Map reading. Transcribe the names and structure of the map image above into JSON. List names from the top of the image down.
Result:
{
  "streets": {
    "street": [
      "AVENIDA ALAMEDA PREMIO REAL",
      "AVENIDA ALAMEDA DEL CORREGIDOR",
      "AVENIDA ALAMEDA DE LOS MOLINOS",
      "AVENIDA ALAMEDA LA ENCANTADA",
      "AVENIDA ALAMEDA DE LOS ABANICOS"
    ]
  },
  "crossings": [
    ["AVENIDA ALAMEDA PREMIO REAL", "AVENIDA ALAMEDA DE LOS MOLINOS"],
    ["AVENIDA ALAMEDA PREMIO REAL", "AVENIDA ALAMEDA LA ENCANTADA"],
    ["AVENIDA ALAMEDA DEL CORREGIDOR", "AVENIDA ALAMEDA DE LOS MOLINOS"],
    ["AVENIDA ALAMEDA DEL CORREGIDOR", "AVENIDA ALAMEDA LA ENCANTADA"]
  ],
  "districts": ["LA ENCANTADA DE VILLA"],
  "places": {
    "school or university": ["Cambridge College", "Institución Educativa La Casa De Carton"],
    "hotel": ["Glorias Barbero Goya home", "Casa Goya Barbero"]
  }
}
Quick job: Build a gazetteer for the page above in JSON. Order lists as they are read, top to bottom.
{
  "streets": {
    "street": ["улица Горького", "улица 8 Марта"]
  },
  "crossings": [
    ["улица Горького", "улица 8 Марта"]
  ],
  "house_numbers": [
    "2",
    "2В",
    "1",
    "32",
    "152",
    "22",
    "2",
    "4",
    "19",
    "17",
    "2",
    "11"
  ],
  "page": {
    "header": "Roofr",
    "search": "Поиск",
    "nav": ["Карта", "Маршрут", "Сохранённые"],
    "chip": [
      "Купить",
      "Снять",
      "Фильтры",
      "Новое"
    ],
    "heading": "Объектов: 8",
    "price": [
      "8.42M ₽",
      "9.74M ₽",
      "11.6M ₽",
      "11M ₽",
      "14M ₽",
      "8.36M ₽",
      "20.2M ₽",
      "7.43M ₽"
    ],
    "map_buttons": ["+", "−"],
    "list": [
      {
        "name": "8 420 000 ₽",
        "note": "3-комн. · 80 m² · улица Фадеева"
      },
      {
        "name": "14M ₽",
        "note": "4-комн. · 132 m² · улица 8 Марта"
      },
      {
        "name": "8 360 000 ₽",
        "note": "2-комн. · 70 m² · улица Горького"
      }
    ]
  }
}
================
PROBLEM -
Beginning with the first line, transcribe the complete listing exactly.

EXERCISE RESPONSE -
Map reading. Transcribe the names and structure of the map image above into JSON. List names from the top of the image down.
Result:
{
  "streets": {
    "street": [
      "AVENIDA ALAMEDA PREMIO REAL",
      "AVENIDA ALAMEDA DEL CORREGIDOR",
      "AVENIDA ALAMEDA DE LOS MOLINOS",
      "AVENIDA ALAMEDA LA ENCANTADA",
      "AVENIDA ALAMEDA DE LOS ABANICOS"
    ]
  },
  "crossings": [
    ["AVENIDA ALAMEDA PREMIO REAL", "AVENIDA ALAMEDA DE LOS MOLINOS"],
    ["AVENIDA ALAMEDA PREMIO REAL", "AVENIDA ALAMEDA LA ENCANTADA"],
    ["AVENIDA ALAMEDA DEL CORREGIDOR", "AVENIDA ALAMEDA DE LOS MOLINOS"],
    ["AVENIDA ALAMEDA DEL CORREGIDOR", "AVENIDA ALAMEDA LA ENCANTADA"]
  ],
  "districts": ["LA ENCANTADA DE VILLA"],
  "places": {
    "school or university": ["Cambridge College", "Institución Educativa La Casa De Carton"],
    "hotel": ["Glorias Barbero Goya home", "Casa Goya Barbero"]
  }
}
Quick job: Build a gazetteer for the page above in JSON. Order lists as they are read, top to bottom.
{
  "streets": {
    "street": ["улица Горького", "улица 8 Марта"]
  },
  "crossings": [
    ["улица Горького", "улица 8 Марта"]
  ],
  "house_numbers": [
    "2",
    "2В",
    "1",
    "32",
    "152",
    "22",
    "2",
    "4",
    "19",
    "17",
    "2",
    "11"
  ],
  "page": {
    "header": "Roofr",
    "search": "Поиск",
    "nav": ["Карта", "Маршрут", "Сохранённые"],
    "chip": [
      "Купить",
      "Снять",
      "Фильтры",
      "Новое"
    ],
    "heading": "Объектов: 8",
    "price": [
      "8.42M ₽",
      "9.74M ₽",
      "11.6M ₽",
      "11M ₽",
      "14M ₽",
      "8.36M ₽",
      "20.2M ₽",
      "7.43M ₽"
    ],
    "map_buttons": ["+", "−"],
    "list": [
      {
        "name": "8 420 000 ₽",
        "note": "3-комн. · 80 m² · улица Фадеева"
      },
      {
        "name": "14M ₽",
        "note": "4-комн. · 132 m² · улица 8 Марта"
      },
      {
        "name": "8 360 000 ₽",
        "note": "2-комн. · 70 m² · улица Горького"
      }
    ]
  }
}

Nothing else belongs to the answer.